E poiché deve vivere nella sua dimora di carne per più o meno una settantina d’anni, sa che dovrà associarsi con una mente tirannica pericolosamente vicina alla punta del suo naso. Perciò, lui non si incolpa mai di niente. Se affonda un’accetta nella testa del suo primogenito, strangola sua moglie, violenta la donna del suo migliore amico e poi si appropria indebitamente dei fondi della ditta per scappare, è assolutamente convinto di se stesso quando racconta al mondo di essere oppresso.

Se lei esce con la macchina nuova del marito ed ammacca il paraurti rimettendola in garage, lei diventa una belva, butta per aria le cose e si sente maltrattata se il marito la invita gentilmente a stare più attenta la prossima volta.

Qual è, allora, il processo mentale di un ragazzo diciottenne, quando i più grandi dimostrano una così stupefacente mancanza di buon senso?

A cinque anni fu messo in una scuola. E lì gli è stato insegnato, insieme all’alfabeto, che da grande sarebbe diventato un cittadino importante in questo mondo. A casa di solito ci si aspetta che “da grande” diventi qualcuno.

Lui si porta questo virus apparentemente innocuo nell’adolescenza e, trovandosi vicino alla maturità e ad un importante posto al sole, permette ai germi di riprodursi al di là di ogni speranza di vaccinazione.

E poi a sedici, diciassette o diciotto anni, la cruda verità gli si erige davanti come un muro di cemento, lui ci sbatte contro e si copre di lividi.

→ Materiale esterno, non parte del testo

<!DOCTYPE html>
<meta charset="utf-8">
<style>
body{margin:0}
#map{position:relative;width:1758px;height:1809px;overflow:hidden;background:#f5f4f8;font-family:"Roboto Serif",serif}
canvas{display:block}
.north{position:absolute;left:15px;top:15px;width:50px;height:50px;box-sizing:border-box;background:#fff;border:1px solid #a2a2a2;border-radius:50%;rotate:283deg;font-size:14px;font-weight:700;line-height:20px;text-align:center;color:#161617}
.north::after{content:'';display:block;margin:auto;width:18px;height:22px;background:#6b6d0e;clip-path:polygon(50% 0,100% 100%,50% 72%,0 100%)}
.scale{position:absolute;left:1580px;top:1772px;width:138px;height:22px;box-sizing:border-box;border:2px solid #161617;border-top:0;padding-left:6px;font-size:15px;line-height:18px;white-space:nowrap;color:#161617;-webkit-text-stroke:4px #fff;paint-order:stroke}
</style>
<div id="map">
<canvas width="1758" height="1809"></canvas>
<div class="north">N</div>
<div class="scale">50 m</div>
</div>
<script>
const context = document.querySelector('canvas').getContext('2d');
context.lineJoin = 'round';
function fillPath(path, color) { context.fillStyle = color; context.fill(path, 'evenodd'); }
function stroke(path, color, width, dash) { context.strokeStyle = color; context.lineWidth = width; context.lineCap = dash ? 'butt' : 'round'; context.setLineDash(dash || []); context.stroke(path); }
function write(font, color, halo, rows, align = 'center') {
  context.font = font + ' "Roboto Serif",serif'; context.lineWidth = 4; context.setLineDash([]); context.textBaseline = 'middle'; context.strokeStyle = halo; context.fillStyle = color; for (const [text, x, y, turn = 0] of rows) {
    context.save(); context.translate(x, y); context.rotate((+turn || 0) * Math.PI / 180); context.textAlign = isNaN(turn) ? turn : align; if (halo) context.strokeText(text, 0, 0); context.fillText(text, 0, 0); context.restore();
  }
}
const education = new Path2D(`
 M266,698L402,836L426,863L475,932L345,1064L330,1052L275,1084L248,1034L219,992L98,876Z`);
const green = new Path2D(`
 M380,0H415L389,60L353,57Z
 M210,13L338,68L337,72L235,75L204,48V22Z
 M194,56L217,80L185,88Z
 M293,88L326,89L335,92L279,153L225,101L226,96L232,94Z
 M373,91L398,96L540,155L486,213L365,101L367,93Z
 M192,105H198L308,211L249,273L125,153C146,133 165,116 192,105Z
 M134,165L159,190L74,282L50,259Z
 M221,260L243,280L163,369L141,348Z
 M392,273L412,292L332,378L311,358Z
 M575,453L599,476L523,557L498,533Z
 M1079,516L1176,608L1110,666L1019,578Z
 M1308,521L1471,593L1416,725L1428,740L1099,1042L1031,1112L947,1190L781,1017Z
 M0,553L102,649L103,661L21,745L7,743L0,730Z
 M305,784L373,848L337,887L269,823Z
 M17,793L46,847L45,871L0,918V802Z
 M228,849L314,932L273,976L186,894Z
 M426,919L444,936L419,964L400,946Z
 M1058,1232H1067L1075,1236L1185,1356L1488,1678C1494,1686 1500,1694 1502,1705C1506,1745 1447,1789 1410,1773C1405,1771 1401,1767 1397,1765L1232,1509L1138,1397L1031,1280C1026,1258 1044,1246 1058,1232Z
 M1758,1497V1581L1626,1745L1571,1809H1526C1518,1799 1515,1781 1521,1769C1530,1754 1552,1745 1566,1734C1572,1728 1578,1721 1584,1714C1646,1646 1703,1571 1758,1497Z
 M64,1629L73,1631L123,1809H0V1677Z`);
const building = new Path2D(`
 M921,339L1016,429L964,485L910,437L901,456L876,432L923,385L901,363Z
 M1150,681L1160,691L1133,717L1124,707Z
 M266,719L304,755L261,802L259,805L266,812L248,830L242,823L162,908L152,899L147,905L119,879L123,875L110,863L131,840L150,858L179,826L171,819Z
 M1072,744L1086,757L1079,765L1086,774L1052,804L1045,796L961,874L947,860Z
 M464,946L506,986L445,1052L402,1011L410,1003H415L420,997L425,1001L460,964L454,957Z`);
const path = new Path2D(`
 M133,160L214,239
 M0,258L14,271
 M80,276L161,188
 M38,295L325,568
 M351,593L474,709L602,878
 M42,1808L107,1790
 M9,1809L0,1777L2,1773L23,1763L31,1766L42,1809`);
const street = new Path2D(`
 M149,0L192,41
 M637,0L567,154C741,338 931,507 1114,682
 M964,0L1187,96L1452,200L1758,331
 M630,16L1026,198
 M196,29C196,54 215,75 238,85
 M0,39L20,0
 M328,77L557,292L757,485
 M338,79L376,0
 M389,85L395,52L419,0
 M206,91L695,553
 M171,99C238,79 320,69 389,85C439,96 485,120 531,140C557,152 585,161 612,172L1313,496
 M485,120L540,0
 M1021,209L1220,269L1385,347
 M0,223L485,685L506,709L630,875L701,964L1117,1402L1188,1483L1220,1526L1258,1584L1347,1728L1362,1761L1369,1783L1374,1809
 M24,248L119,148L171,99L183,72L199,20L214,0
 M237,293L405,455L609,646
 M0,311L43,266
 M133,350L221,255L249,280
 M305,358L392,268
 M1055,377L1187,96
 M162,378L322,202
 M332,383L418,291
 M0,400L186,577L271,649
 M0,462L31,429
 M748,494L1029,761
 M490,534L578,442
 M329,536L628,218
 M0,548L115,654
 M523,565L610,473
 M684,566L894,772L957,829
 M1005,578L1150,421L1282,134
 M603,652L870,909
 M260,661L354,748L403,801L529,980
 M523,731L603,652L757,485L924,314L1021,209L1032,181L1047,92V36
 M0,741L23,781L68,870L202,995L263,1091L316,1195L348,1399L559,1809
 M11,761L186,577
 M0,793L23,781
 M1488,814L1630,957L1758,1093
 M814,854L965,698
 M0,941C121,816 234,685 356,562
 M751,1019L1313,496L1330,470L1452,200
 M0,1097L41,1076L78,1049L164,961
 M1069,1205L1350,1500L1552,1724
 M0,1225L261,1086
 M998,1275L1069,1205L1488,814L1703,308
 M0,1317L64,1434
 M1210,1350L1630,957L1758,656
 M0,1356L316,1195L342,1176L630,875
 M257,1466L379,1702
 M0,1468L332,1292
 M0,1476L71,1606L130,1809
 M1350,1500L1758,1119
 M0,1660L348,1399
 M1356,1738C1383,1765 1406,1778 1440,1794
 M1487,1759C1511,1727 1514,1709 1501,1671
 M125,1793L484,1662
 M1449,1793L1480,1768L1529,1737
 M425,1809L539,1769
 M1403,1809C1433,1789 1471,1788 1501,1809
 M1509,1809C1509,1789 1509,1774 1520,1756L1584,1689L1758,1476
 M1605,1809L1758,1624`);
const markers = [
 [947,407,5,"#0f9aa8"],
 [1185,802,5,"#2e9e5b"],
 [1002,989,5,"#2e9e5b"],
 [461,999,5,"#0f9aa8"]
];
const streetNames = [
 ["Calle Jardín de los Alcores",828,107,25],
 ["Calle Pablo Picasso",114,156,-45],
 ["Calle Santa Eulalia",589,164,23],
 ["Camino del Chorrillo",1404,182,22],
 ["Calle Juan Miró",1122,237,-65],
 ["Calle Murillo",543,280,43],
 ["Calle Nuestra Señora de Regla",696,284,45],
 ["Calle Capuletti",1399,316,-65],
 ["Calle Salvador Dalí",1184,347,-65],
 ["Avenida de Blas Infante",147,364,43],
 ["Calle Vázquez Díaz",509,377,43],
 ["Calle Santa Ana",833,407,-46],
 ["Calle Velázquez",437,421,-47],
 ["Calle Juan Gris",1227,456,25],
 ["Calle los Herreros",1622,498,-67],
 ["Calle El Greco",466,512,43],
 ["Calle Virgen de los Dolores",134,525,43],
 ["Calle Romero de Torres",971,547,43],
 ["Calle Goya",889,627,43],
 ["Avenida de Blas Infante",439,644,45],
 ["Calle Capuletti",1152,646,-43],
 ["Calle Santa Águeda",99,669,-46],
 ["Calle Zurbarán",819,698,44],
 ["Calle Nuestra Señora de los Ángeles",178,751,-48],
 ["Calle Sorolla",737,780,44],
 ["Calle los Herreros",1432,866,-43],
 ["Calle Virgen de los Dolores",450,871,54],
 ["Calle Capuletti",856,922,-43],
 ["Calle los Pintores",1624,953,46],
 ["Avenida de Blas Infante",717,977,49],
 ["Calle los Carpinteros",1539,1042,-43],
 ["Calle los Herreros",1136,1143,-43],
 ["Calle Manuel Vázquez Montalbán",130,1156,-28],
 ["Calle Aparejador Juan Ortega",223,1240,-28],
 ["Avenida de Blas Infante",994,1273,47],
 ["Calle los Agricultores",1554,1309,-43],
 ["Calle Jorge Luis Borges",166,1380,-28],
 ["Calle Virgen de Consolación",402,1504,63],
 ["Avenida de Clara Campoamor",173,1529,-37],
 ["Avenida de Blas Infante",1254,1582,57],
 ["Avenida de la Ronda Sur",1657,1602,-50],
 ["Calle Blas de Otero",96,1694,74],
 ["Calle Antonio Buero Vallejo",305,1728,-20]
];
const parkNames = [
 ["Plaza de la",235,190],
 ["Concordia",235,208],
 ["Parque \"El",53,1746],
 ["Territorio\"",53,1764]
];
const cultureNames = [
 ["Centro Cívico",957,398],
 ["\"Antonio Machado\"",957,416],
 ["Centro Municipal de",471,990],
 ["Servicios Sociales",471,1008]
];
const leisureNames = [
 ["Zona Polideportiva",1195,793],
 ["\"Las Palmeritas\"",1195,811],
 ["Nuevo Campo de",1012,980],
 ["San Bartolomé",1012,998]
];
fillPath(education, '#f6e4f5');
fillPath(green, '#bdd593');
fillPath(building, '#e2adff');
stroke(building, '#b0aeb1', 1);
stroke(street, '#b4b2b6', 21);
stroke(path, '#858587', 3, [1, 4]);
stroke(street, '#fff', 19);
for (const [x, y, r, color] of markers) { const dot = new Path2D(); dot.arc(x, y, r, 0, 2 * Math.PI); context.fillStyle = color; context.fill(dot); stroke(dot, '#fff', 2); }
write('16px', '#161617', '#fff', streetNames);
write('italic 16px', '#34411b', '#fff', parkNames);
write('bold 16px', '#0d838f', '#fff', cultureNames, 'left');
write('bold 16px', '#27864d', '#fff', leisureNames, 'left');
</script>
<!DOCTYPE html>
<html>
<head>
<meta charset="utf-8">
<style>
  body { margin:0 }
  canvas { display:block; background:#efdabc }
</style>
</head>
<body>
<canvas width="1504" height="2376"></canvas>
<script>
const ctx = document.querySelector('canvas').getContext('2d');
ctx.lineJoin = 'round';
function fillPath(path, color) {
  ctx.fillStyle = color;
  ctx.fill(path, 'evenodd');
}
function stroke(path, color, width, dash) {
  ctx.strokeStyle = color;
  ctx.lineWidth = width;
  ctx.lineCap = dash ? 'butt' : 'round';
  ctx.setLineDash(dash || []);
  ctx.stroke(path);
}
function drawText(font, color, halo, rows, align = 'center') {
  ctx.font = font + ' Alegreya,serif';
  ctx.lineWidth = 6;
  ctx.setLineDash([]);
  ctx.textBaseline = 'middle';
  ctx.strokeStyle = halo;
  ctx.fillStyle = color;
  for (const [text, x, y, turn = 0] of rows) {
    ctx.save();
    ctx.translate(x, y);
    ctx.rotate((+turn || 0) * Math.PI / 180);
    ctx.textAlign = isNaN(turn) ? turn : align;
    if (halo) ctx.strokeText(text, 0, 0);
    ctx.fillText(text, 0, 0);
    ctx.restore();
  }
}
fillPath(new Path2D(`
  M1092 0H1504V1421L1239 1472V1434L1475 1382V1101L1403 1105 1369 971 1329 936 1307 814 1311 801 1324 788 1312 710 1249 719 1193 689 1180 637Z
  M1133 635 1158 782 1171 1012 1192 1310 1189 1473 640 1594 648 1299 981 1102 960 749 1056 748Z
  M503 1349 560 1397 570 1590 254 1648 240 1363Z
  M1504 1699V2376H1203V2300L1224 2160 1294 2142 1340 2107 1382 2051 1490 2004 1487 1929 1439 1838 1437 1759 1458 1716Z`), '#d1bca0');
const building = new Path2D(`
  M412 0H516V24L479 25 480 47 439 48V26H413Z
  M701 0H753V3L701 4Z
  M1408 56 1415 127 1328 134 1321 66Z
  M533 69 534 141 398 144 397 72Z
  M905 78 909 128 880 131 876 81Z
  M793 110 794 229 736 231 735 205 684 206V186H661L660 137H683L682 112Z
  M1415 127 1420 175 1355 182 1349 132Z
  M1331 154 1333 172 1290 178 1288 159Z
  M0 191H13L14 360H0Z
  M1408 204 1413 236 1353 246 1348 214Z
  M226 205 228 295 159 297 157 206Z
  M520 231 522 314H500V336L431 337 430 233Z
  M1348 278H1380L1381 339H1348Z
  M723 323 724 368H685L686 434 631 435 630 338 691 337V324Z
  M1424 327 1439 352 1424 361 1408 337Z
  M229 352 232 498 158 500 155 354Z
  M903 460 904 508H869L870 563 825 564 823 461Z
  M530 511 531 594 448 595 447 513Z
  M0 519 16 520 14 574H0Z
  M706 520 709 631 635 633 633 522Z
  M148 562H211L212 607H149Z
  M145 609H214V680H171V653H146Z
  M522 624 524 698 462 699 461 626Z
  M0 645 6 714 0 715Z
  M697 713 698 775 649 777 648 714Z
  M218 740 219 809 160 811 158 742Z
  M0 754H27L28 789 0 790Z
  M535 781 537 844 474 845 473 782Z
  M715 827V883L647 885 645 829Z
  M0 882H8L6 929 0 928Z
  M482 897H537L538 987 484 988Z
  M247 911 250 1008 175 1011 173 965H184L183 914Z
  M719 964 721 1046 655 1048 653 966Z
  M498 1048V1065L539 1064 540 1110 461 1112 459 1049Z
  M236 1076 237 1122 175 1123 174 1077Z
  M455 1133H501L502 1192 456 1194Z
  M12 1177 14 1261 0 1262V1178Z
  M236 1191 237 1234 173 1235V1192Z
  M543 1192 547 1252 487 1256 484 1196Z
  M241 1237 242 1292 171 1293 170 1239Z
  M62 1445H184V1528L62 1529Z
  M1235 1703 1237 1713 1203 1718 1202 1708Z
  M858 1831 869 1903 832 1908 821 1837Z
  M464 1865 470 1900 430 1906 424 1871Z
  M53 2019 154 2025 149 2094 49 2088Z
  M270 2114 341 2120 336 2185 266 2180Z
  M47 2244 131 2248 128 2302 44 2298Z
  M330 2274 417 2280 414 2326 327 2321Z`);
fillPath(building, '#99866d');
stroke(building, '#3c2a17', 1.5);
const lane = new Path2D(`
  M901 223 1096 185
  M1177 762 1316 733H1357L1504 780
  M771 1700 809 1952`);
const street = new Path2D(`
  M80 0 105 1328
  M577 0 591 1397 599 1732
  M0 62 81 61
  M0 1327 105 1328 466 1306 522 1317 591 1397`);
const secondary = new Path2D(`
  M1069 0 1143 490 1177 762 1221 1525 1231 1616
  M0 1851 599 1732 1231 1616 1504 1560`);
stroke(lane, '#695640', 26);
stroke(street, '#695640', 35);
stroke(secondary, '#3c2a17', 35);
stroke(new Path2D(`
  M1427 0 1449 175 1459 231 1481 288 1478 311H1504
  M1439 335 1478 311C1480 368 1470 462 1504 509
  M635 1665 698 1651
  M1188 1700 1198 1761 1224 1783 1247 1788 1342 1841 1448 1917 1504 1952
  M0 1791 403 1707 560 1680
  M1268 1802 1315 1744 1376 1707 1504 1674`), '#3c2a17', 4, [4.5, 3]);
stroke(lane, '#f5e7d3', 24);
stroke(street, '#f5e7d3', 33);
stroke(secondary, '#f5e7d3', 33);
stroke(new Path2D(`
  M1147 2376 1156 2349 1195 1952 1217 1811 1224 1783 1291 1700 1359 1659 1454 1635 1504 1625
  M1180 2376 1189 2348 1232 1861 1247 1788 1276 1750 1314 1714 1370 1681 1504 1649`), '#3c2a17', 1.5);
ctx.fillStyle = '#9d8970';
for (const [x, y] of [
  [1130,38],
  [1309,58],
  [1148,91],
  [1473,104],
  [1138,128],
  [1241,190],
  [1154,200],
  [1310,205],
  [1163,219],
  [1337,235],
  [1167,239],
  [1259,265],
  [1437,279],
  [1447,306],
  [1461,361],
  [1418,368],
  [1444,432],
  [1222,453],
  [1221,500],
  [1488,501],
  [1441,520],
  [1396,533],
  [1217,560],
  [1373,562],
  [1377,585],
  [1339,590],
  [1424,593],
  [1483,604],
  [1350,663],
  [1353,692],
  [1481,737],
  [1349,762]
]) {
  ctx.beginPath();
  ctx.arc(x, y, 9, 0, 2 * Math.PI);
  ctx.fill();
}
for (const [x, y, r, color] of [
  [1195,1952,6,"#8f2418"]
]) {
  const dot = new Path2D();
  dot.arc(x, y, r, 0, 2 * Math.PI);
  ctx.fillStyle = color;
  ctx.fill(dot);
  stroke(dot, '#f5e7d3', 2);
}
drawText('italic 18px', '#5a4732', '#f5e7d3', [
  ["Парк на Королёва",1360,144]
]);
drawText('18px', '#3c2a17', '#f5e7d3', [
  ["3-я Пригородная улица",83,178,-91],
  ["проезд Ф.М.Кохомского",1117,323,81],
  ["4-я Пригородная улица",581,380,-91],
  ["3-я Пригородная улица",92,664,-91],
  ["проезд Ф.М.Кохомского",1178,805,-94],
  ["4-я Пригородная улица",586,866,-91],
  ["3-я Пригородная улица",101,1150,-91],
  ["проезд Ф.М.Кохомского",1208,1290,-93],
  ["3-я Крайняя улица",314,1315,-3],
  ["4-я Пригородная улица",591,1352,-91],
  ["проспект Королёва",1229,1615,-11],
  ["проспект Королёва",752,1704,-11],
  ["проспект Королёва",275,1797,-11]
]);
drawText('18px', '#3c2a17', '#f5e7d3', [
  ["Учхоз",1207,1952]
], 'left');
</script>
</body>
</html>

L’esperienza, in dose soffocante, gli ha insegnato che ci sono solo due persone al mondo a cui sta a cuore se lui vive o muore. Ma lui non può sempre fare affidamento su suo padre e sua madre per appagare il suo bisogno di sentirsi importante.

Ed ecco che ha luogo una varietà di cose, diverse da un caso all’altro. Una terza persona gli fa l’occhiolino e lui vuole avere dei soldi che gli vengono negati attraverso i normali canali perché il mondo non si cura di dargli un lavoro. Lui desidera apparire importante o audace agli occhi dei suoi compagni. Ha davvero un disperato bisogno di denaro e ha fame o freddo.

Quella per ora è l’entità della sua criminalità. È giovane e perciò non ha avuto un’esperienza lunga e martellante ad insegnargli che il denaro più facile viene guadagnato con il lavoro più sudato. Non si considera una rotellina nell’ingranaggio della società. È un individuo ed ha bisogno di qualcosa.